Reputation: 146968
I'm looking at the IsCharAlphaNumeric Windows API function. As it only takes a single TCHAR, it obviously can't make any decisions about surrogate pairs for UTF16 content. Does that mean that there are no alphanumeric characters that are surrogate pairs?
Upvotes: 3
Views: 1908
Reputation: 45172
Characters outside the BMP can be letters. (Michael Kaplan recently discussed a bug in the classification of the character U+1F48C.) But IsCharAlphaNumeric
cannot see characters outside the BMP (for the reasons you noted), so you cannot obtain classification information for them that way.
If you have a surrogate pair, call GetStringType
with cchSrc = 2
and check for C1_ALPHA
and C1_DIGIT
.
Edit: The second half of this answer is incorrect GetStringType
does not support surrogate pairs.
Upvotes: 5
Reputation: 120516
Does that mean that there are no alphanumeric characters that are surrogate pairs?
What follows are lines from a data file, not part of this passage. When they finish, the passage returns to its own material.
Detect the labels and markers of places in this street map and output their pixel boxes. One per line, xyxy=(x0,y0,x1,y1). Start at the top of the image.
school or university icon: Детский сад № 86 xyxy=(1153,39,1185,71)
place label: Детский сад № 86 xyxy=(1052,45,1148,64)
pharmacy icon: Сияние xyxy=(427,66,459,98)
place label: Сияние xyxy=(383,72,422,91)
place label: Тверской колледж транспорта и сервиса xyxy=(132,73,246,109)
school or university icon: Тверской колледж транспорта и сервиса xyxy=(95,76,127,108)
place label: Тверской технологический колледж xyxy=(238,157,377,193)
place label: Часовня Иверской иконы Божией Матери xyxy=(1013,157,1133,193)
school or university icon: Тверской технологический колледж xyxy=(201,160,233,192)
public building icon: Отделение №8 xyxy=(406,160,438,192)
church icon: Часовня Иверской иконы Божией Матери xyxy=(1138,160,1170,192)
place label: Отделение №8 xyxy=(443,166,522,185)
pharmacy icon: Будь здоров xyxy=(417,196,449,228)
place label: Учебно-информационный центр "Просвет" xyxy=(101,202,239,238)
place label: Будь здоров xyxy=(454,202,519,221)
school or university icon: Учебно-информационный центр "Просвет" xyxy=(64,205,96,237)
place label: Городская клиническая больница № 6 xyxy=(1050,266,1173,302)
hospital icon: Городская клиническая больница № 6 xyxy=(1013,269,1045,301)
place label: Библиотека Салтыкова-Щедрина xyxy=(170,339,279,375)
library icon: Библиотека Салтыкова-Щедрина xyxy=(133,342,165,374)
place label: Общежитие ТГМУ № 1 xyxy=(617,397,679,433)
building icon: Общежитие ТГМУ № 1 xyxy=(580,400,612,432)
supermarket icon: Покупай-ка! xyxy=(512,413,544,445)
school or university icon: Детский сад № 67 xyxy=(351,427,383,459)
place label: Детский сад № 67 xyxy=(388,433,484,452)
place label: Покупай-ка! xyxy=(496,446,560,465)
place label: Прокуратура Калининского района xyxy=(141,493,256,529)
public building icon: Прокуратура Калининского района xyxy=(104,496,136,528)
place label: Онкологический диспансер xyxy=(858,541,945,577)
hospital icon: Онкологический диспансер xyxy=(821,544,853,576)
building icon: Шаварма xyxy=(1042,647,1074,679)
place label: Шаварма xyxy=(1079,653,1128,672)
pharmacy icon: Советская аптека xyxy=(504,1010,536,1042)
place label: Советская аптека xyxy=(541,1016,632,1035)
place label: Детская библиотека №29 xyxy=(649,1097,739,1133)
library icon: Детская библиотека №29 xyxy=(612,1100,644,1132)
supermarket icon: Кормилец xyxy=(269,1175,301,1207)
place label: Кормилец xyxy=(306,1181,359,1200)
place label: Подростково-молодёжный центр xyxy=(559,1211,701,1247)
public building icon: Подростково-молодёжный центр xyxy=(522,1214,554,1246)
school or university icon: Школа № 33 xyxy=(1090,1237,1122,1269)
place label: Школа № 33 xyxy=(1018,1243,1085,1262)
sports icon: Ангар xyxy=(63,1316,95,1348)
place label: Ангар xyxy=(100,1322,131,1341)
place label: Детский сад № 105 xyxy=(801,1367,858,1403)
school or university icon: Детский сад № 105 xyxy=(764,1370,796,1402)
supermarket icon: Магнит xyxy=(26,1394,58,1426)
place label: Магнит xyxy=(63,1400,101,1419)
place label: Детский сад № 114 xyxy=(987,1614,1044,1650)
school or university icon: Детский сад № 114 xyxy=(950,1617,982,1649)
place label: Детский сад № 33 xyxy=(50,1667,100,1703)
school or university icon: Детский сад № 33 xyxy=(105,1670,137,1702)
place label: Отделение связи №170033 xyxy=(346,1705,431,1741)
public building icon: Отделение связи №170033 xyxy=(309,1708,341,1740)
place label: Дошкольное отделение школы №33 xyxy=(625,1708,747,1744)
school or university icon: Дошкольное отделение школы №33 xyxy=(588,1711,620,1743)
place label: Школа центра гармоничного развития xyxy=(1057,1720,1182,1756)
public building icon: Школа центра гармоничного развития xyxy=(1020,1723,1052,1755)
No, there are supplementary code-points that are in the letter group.
Comparing a char to a code-point?
For example,
Character.isLetter('\uD840')
returnsfalse
, even though this specific value if followed by any low-surrogate value in a string would represent a letter.
Upvotes: 0
Reputation: 477268
You can determine yourself by looking at the Unicode plane assignment what you are missing by not being able to inspect non-BMP codepoints.
For example, you won't be able to identify imperial Aramaic characters as alphanumeric. Shame.
Upvotes: 0